Exercise objective
From the first line of the entries below to the line with "0 #c2bbae) drop-shadow(-2px", give each line again exactly.

Information supplied START

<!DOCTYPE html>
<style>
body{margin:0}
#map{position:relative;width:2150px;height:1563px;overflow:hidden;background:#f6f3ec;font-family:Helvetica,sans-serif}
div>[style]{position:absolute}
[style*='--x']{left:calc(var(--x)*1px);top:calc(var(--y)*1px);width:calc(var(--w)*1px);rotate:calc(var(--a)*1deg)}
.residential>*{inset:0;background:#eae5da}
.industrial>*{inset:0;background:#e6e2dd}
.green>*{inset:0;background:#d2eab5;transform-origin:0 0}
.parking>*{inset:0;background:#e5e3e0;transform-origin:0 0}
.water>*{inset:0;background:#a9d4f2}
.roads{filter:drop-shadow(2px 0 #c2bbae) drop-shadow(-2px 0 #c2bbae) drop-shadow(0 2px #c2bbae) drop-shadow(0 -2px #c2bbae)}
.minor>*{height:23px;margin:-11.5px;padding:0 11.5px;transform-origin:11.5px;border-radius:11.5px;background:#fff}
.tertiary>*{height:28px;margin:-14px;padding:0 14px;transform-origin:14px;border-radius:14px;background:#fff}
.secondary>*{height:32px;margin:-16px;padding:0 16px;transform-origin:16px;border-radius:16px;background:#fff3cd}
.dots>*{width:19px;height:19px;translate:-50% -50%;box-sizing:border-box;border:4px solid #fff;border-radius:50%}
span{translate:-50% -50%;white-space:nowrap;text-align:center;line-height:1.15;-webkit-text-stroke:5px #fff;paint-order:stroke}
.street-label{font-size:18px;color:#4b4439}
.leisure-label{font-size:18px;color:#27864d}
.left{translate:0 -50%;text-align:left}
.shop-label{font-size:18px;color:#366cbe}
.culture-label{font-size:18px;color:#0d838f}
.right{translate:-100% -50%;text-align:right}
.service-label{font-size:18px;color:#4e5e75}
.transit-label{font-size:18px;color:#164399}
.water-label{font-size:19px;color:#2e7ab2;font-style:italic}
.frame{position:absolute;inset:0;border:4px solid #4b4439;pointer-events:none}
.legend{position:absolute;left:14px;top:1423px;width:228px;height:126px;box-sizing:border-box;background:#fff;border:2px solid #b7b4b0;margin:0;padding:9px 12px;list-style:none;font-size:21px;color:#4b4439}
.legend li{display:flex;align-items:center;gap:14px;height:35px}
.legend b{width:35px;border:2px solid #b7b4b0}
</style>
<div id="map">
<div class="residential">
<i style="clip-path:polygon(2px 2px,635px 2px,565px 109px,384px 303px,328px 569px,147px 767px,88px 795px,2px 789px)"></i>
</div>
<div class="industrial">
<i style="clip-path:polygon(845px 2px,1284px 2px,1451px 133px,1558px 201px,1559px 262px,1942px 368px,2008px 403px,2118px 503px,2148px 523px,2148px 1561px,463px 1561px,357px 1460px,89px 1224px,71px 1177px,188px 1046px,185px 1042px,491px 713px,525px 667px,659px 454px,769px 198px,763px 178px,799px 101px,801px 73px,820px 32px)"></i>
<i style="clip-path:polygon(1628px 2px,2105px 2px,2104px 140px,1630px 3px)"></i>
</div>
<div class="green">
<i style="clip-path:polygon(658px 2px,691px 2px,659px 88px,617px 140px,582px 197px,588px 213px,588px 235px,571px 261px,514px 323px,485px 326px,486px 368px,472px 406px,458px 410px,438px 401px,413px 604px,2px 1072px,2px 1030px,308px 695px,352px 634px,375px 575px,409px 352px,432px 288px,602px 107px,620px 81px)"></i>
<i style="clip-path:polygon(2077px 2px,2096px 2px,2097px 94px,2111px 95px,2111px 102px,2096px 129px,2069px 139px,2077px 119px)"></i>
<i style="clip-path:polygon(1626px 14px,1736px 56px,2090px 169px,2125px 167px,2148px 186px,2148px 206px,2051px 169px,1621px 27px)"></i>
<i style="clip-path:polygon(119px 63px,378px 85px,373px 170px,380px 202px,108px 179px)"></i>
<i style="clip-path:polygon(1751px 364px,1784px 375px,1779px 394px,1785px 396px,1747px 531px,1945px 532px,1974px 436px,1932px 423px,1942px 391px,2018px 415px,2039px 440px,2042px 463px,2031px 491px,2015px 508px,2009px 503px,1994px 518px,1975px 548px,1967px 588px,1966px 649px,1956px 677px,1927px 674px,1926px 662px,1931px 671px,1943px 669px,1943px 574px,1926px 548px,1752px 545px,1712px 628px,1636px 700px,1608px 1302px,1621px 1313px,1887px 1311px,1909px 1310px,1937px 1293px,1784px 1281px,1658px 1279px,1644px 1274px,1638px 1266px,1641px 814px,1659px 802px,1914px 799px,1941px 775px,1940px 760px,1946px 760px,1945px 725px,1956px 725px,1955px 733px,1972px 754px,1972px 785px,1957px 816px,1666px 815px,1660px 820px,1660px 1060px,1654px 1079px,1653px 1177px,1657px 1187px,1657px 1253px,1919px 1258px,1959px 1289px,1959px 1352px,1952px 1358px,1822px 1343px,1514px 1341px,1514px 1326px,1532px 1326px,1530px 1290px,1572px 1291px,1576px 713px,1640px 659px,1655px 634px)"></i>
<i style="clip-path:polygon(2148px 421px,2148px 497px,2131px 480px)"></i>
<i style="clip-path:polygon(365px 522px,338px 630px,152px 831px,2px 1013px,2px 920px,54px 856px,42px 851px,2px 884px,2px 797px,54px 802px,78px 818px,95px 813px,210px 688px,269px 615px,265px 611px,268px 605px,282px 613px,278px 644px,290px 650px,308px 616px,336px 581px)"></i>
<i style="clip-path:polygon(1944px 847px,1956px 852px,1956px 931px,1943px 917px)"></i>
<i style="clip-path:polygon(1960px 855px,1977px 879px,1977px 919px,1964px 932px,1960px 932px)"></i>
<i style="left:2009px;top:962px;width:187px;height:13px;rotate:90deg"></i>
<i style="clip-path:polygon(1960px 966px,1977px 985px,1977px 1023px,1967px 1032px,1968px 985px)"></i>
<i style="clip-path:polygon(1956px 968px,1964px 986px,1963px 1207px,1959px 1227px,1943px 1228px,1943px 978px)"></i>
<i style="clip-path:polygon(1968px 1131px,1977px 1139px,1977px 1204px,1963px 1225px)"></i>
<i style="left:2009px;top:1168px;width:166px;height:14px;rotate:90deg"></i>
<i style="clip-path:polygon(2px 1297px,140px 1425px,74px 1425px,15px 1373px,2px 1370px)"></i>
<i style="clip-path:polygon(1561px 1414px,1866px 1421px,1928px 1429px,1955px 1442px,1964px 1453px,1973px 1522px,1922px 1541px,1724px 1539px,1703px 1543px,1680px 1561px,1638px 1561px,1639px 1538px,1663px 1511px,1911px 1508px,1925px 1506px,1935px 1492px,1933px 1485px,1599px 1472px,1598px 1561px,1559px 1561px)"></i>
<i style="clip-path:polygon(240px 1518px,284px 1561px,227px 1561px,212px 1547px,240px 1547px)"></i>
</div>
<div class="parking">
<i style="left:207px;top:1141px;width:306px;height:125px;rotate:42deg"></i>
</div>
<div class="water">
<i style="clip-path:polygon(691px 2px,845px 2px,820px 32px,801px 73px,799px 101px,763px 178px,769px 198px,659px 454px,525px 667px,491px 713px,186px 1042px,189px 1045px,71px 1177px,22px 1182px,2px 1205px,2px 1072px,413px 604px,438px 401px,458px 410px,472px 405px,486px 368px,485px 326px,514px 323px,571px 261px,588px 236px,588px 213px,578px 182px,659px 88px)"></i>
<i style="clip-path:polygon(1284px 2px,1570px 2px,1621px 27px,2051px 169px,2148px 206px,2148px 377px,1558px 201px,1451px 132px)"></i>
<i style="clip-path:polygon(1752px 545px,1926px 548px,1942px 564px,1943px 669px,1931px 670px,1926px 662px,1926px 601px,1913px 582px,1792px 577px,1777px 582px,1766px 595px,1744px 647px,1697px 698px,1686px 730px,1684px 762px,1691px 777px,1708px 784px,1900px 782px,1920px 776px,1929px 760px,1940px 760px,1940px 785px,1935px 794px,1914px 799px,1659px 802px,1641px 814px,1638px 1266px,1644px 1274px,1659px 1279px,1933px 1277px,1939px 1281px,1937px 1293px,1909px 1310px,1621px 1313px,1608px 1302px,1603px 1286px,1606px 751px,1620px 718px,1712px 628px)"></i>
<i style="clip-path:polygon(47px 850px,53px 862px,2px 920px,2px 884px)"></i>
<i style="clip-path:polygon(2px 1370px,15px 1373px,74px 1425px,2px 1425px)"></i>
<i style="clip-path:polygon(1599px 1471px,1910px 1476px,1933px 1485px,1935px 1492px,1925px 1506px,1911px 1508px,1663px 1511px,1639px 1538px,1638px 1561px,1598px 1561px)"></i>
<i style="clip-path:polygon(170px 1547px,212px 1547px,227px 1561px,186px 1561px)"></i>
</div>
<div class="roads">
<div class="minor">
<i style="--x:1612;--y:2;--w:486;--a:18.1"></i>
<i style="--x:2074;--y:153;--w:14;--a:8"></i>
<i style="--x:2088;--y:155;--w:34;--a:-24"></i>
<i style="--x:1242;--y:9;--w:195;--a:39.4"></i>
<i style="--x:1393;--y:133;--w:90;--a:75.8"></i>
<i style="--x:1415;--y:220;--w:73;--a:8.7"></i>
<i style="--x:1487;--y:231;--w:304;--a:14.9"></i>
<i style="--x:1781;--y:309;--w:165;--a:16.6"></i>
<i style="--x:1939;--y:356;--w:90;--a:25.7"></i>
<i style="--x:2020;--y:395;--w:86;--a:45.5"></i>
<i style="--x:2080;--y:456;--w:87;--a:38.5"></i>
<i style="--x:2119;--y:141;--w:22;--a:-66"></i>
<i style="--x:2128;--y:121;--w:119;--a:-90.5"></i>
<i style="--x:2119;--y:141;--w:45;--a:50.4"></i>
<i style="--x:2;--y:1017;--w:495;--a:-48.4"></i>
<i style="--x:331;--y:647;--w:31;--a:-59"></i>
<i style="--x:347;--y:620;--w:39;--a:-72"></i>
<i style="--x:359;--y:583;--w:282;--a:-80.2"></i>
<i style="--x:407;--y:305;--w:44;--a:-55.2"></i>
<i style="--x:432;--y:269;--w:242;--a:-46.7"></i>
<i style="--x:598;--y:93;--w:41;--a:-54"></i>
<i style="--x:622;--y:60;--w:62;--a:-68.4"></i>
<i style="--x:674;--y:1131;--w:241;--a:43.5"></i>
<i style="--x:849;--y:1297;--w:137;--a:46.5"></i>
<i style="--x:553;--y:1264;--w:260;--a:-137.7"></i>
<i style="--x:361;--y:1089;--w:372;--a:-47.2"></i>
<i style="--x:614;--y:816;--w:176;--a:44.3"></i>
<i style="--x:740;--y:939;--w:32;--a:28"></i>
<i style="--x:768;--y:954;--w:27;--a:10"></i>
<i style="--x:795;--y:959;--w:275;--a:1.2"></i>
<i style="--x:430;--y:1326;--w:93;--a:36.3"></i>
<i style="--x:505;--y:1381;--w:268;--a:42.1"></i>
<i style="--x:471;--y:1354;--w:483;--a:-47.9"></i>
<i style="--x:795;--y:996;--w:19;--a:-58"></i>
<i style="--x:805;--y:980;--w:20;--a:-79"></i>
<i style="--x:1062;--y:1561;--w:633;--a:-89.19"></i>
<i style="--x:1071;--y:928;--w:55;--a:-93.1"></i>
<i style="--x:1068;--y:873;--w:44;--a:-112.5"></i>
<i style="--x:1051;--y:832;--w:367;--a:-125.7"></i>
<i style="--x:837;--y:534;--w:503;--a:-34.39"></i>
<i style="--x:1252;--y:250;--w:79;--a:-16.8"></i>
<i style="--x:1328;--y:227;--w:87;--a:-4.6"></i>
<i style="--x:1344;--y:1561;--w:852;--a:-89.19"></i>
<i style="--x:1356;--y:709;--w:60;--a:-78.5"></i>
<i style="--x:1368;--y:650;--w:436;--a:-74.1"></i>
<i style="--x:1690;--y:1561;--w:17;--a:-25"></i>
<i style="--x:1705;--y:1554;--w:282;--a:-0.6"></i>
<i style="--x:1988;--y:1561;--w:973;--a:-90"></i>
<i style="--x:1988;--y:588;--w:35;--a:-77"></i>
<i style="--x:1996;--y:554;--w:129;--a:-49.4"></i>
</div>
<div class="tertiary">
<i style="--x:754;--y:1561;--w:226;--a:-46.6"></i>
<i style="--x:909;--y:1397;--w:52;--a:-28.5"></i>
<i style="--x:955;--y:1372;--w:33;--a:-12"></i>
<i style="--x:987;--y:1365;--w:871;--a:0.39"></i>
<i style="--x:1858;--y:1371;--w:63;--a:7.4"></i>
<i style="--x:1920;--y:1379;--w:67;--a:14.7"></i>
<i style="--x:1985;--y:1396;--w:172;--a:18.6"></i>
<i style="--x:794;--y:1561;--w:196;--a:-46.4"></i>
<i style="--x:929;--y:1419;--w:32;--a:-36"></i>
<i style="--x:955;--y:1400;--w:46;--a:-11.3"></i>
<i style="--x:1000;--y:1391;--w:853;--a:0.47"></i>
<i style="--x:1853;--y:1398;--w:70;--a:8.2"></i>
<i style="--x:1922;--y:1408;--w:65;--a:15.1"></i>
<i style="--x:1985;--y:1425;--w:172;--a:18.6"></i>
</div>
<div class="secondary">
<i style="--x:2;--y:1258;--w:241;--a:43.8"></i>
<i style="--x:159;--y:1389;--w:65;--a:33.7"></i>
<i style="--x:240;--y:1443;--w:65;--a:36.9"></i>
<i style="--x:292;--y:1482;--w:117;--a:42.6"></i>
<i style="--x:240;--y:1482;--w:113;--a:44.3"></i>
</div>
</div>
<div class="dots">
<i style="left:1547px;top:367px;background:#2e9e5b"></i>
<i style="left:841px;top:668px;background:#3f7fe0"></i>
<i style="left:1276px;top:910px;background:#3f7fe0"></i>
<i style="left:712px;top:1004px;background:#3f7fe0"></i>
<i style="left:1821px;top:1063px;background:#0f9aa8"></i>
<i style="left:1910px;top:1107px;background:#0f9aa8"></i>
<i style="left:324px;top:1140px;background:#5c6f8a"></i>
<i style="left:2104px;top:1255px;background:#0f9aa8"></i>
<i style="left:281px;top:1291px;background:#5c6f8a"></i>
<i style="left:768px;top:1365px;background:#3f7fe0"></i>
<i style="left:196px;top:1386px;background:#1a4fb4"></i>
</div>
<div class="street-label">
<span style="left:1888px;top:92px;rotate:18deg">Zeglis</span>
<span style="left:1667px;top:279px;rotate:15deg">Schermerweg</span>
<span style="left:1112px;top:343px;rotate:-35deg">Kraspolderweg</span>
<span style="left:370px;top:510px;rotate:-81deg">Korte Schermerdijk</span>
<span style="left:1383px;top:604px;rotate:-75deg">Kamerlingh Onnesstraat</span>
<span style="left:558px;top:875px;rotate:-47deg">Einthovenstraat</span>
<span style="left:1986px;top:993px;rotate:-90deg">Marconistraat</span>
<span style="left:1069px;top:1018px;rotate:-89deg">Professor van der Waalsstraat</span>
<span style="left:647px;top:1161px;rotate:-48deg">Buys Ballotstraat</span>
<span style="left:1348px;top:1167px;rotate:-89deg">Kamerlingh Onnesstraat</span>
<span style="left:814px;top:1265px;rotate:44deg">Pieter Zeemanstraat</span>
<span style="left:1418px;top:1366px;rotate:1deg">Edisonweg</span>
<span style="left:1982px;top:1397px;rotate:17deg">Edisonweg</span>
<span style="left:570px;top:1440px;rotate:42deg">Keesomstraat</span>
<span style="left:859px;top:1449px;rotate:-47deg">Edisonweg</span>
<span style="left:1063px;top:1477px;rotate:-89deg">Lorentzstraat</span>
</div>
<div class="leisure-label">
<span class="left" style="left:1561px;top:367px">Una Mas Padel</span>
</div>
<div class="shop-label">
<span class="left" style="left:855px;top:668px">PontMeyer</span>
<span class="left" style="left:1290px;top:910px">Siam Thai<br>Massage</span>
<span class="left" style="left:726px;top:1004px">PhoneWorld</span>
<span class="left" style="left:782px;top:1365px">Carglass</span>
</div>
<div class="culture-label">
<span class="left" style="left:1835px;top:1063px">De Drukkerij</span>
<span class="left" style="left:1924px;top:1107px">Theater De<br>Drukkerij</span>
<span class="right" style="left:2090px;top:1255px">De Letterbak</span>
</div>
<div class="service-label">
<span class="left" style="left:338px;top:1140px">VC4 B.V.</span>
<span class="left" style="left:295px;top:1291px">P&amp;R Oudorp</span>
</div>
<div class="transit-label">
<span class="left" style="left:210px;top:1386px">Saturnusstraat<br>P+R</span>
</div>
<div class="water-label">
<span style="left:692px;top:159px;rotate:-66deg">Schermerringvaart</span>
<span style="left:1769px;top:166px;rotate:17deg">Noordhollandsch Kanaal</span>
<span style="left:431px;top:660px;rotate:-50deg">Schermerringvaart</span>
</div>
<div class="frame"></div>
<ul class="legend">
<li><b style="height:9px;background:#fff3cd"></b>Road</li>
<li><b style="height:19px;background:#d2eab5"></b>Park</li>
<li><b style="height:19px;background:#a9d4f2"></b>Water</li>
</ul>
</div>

Information supplied END

Solution to this exercise
<!DOCTYPE html>
<style>
body{margin:0}
#map{position:relative;width:2150px;height:1563px;overflow:hidden;background:#f6f3ec;font-family:Helvetica,sans-serif}
div>[style]{position:absolute}
[style*='--x']{left:calc(var(--x)*1px);top:calc(var(--y)*1px);width:calc(var(--w)*1px);rotate:calc(var(--a)*1deg)}
.residential>*{inset:0;background:#eae5da}
.industrial>*{inset:0;background:#e6e2dd}
.green>*{inset:0;background:#d2eab5;transform-origin:0 0}
.parking>*{inset:0;background:#e5e3e0;transform-origin:0 0}
.water>*{inset:0;background:#a9d4f2}
.roads{filter:drop-shadow(2px 0 #c2bbae) drop-shadow(-2px 0 #c2bbae) drop-shadow(0 2px #c2bbae) drop-shadow(0 -2px #c2bbae)}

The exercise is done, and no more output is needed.